*EXERCISE DATA*

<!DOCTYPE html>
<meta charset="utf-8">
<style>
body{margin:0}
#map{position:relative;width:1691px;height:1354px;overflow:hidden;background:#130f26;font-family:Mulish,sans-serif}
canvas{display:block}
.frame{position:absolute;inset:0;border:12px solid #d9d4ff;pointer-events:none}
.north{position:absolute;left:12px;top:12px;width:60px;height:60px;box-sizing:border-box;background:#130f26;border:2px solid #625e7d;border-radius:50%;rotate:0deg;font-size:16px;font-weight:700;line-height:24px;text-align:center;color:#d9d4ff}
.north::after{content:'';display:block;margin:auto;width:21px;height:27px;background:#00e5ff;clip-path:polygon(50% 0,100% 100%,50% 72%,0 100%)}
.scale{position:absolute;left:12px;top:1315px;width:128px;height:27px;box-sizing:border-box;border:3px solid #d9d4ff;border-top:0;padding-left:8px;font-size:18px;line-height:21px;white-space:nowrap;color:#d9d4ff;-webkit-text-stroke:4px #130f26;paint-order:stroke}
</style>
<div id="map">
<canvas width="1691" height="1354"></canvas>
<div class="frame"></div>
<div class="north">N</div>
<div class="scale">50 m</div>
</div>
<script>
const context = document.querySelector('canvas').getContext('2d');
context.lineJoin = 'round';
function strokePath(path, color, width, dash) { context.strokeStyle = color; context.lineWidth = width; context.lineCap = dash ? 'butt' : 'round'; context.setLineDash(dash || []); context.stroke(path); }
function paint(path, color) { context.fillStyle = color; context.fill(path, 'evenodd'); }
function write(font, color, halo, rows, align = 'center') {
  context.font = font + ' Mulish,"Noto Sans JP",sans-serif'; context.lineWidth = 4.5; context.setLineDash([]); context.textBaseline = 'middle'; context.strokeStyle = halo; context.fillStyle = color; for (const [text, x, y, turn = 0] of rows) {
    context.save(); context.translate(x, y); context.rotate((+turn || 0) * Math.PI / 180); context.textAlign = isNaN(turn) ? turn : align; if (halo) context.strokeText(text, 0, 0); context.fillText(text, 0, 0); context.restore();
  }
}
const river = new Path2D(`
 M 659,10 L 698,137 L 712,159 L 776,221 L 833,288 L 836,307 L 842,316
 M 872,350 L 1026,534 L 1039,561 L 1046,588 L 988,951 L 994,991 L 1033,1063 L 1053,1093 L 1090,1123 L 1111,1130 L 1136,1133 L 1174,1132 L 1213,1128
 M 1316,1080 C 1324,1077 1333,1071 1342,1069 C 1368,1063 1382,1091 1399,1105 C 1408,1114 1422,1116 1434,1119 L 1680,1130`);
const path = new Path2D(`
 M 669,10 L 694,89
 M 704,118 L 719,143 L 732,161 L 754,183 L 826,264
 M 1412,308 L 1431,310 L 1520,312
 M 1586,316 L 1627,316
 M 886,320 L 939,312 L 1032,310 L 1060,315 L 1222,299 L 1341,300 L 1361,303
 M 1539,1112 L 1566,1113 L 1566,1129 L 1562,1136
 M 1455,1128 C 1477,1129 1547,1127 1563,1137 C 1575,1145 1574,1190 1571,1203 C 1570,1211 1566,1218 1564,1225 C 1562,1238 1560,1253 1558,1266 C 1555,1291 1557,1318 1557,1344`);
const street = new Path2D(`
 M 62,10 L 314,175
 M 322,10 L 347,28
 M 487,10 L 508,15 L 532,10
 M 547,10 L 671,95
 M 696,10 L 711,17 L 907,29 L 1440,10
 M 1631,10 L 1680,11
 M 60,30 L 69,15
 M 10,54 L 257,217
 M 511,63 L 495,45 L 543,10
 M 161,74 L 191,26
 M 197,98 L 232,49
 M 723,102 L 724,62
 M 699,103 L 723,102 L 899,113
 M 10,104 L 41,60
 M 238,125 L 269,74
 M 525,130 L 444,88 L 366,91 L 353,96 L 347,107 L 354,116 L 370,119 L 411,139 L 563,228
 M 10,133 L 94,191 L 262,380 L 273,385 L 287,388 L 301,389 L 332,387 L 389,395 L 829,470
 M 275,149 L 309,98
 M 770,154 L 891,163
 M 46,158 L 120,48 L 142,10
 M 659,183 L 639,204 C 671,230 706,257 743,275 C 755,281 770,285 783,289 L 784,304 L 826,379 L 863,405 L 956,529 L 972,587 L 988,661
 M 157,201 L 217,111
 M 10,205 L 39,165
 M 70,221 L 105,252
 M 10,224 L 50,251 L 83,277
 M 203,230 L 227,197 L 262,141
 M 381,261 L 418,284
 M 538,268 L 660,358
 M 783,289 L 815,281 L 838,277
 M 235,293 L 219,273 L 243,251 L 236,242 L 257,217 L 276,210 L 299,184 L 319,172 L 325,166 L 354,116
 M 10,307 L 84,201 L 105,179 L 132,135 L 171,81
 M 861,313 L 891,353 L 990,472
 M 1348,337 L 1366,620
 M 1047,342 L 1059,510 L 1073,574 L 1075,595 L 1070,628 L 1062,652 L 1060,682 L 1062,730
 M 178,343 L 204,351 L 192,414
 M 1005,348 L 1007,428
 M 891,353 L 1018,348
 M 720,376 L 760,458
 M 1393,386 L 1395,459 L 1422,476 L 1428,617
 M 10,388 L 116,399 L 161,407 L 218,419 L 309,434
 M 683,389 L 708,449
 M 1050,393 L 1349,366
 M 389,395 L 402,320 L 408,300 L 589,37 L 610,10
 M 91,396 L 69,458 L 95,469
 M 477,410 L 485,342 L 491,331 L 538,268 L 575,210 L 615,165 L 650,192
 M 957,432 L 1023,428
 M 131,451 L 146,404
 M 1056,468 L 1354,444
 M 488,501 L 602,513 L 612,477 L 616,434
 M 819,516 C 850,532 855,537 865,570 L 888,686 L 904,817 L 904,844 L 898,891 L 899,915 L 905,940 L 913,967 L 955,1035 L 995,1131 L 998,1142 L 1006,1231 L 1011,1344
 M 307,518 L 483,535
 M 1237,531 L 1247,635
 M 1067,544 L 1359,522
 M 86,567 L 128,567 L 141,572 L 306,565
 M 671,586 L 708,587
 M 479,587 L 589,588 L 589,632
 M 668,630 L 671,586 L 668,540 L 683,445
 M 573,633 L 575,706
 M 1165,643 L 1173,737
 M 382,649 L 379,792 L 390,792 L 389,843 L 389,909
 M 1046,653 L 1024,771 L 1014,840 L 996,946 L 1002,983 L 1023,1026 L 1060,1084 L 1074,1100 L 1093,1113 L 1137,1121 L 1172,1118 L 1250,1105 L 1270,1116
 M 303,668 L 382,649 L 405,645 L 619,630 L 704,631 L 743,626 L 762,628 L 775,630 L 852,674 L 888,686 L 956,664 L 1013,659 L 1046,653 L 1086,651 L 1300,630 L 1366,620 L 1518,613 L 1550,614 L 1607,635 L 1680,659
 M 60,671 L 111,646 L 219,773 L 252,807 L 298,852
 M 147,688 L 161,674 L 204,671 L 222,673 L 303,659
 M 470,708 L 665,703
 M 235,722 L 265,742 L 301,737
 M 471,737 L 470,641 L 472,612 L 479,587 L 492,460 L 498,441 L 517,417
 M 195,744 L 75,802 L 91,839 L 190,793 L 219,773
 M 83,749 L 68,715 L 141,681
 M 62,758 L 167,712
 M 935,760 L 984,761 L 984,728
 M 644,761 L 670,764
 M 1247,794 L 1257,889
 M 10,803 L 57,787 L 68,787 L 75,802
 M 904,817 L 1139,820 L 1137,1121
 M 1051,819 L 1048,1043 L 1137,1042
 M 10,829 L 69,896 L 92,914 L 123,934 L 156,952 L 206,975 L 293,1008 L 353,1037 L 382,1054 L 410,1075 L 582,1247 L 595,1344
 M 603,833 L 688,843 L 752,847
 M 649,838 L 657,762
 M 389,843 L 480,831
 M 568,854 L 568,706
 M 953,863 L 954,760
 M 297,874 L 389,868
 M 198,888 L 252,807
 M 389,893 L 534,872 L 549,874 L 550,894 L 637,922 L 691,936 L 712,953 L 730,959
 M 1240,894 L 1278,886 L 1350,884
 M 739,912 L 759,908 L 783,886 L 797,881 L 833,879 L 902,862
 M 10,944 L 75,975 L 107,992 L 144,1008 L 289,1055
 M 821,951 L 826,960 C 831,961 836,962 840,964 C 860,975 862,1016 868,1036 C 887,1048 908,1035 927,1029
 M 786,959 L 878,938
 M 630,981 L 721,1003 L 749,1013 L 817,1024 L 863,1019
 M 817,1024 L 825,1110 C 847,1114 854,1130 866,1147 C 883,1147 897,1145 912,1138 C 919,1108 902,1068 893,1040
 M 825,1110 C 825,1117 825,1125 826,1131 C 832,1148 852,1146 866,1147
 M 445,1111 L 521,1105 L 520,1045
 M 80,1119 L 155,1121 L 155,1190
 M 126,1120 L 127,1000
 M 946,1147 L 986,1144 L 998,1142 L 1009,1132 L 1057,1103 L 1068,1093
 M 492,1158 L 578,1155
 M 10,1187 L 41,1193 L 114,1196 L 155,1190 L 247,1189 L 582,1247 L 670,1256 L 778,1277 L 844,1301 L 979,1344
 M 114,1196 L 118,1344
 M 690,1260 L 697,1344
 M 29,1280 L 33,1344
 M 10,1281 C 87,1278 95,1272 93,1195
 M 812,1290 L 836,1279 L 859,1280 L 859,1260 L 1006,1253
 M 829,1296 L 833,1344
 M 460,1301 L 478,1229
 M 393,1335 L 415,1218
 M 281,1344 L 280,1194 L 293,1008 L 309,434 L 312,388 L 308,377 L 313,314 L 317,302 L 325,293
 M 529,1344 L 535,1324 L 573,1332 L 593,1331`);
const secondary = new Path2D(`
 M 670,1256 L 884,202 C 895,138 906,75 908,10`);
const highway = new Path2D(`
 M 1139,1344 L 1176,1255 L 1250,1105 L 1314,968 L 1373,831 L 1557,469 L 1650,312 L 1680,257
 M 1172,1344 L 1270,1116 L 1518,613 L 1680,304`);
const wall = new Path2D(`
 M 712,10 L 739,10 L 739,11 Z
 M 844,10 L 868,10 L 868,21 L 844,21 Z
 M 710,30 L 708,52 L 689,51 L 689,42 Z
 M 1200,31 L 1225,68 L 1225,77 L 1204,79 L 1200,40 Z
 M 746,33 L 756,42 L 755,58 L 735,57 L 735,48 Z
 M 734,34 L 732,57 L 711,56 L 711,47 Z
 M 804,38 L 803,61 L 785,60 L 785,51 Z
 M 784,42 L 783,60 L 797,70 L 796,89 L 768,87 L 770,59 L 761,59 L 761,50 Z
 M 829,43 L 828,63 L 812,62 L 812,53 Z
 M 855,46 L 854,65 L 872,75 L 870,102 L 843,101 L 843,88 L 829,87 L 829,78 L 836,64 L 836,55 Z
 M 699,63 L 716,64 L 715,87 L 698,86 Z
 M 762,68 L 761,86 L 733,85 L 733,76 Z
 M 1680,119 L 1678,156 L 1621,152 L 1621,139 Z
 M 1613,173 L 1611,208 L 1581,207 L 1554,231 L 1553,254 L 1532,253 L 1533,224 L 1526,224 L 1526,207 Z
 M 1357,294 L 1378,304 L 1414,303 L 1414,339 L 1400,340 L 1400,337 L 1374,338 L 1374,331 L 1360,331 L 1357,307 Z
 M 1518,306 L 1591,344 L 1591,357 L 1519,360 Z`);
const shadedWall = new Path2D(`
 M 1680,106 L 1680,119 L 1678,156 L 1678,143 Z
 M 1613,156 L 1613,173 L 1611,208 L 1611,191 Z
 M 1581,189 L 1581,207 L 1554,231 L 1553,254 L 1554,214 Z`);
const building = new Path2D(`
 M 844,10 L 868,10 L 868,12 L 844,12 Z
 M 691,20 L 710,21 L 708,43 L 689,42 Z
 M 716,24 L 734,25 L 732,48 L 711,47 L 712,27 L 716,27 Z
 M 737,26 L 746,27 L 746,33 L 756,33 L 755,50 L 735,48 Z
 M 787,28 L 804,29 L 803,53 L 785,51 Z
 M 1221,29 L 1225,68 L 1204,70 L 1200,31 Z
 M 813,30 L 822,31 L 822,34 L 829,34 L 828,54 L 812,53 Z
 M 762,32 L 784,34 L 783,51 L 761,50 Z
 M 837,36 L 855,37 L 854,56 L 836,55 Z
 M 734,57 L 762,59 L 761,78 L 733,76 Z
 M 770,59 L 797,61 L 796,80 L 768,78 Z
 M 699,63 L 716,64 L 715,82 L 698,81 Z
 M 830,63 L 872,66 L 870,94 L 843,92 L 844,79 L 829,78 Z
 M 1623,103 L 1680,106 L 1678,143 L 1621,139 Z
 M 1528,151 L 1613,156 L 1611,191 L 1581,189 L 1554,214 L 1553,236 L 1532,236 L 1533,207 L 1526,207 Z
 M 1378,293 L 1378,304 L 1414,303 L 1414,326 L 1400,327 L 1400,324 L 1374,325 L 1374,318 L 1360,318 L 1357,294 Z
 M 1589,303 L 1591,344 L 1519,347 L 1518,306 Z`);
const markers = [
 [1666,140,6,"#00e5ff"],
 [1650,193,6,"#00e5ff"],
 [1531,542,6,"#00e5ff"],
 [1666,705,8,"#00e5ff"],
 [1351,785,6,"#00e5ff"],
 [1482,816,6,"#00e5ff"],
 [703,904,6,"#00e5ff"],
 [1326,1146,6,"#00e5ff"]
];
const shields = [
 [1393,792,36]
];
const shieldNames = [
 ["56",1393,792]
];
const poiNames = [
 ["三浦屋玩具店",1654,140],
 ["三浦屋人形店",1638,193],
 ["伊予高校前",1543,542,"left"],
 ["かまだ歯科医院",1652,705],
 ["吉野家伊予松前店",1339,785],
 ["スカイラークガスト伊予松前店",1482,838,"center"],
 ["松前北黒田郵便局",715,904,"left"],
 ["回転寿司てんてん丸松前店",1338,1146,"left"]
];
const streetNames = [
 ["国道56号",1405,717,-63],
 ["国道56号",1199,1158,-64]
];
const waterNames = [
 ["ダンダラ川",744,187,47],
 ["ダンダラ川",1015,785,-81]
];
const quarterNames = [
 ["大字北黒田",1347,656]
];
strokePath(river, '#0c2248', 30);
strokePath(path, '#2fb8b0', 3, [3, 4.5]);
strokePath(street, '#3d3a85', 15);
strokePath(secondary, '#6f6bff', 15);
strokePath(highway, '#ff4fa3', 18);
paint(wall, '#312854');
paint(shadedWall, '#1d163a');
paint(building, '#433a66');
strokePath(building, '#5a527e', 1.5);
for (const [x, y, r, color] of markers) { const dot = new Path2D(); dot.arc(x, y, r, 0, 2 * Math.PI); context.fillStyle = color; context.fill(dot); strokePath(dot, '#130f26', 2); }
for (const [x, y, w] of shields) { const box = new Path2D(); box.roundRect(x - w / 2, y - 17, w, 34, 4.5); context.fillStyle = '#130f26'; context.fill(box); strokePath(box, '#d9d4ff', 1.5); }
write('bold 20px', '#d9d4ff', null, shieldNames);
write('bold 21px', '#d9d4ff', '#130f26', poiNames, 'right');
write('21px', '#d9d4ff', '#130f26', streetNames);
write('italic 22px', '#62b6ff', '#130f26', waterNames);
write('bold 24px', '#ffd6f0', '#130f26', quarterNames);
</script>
...
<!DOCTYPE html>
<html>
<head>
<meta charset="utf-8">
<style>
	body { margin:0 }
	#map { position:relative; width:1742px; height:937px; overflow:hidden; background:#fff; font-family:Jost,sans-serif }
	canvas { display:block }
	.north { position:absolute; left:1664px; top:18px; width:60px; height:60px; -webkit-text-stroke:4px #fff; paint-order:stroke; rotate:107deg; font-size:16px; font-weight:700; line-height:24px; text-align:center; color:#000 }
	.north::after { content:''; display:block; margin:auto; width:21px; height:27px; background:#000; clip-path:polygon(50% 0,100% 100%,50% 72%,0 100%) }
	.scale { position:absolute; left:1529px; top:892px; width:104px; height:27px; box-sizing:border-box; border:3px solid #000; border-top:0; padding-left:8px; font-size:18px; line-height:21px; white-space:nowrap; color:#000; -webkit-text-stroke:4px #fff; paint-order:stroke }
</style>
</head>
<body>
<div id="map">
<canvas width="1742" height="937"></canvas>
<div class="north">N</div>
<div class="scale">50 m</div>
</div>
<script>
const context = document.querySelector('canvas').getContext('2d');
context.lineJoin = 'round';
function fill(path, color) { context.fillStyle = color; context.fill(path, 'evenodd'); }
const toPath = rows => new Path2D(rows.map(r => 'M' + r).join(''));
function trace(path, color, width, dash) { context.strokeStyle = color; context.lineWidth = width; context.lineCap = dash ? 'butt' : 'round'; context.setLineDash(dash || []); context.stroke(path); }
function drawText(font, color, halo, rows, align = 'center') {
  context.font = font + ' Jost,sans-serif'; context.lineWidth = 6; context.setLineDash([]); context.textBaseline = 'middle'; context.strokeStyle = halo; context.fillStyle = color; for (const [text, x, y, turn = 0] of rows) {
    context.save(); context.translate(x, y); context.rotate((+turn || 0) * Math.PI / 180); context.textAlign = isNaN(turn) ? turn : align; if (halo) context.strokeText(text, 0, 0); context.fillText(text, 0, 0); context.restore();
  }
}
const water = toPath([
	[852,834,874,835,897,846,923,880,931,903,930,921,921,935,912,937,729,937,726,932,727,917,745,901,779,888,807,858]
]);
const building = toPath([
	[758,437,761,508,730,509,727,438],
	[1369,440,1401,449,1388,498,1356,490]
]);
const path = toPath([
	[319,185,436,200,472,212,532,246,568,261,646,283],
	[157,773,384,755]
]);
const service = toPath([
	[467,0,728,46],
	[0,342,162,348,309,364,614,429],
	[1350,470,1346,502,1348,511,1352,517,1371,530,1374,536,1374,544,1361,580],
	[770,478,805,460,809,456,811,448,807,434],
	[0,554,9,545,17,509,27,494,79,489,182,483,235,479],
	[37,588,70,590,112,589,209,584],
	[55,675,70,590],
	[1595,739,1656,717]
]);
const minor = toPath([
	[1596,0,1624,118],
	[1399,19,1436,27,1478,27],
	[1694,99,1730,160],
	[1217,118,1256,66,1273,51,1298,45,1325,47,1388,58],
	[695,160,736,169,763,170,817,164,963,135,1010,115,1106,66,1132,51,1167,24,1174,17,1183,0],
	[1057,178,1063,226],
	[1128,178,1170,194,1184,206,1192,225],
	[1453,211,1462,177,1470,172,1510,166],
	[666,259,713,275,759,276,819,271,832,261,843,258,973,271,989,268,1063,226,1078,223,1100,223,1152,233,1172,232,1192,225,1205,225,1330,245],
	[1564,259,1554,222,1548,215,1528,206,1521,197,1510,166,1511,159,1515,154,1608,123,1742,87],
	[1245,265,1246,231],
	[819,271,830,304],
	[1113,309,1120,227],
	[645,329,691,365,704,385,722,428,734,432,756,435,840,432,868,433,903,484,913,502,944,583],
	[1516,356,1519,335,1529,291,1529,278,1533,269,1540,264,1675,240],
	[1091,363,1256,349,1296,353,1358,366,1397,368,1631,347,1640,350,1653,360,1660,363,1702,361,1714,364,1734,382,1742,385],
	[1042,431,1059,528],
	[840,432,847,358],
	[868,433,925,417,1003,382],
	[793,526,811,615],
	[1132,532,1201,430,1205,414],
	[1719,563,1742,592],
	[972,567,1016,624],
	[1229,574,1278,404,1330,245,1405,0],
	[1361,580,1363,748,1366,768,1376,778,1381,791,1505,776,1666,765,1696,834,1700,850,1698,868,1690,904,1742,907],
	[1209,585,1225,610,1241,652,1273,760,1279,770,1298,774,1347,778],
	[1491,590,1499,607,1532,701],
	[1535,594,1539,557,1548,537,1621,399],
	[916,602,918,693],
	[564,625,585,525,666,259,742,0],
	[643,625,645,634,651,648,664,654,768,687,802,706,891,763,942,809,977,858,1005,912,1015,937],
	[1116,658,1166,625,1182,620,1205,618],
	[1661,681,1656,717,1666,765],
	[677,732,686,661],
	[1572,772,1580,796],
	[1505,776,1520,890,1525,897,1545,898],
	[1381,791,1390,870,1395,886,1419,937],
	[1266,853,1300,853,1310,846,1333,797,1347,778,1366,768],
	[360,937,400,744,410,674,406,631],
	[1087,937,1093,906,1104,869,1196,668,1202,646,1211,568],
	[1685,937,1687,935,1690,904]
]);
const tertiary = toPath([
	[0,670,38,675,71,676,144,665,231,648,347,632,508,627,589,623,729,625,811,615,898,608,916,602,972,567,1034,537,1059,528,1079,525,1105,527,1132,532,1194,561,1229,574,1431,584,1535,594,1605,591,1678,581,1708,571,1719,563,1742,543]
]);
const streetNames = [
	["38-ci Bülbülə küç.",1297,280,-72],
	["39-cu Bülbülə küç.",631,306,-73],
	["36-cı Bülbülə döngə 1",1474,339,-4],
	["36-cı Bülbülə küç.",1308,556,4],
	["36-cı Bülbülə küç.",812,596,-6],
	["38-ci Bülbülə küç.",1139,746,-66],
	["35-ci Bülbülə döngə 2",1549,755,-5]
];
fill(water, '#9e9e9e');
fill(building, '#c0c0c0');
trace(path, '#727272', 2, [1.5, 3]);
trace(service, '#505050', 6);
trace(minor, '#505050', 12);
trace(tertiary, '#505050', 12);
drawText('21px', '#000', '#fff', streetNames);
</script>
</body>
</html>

*REQUIRED WORK*
Could you reproduce exactly the lines of the entries above, from the one with "const toPath = rows" through the one with "function drawText(font, color, halo, rows, align", and nothing else?

*EXERCISE OUTPUT*
const toPath = rows => new Path2D(rows.map(r => 'M' + r).join(''));
function trace(path, color, width, dash) { context.strokeStyle = color; context.lineWidth = width; context.lineCap = dash ? 'butt' : 'round'; context.setLineDash(dash || []); context.stroke(path); }
function drawText(font, color, halo, rows, align = 'center') {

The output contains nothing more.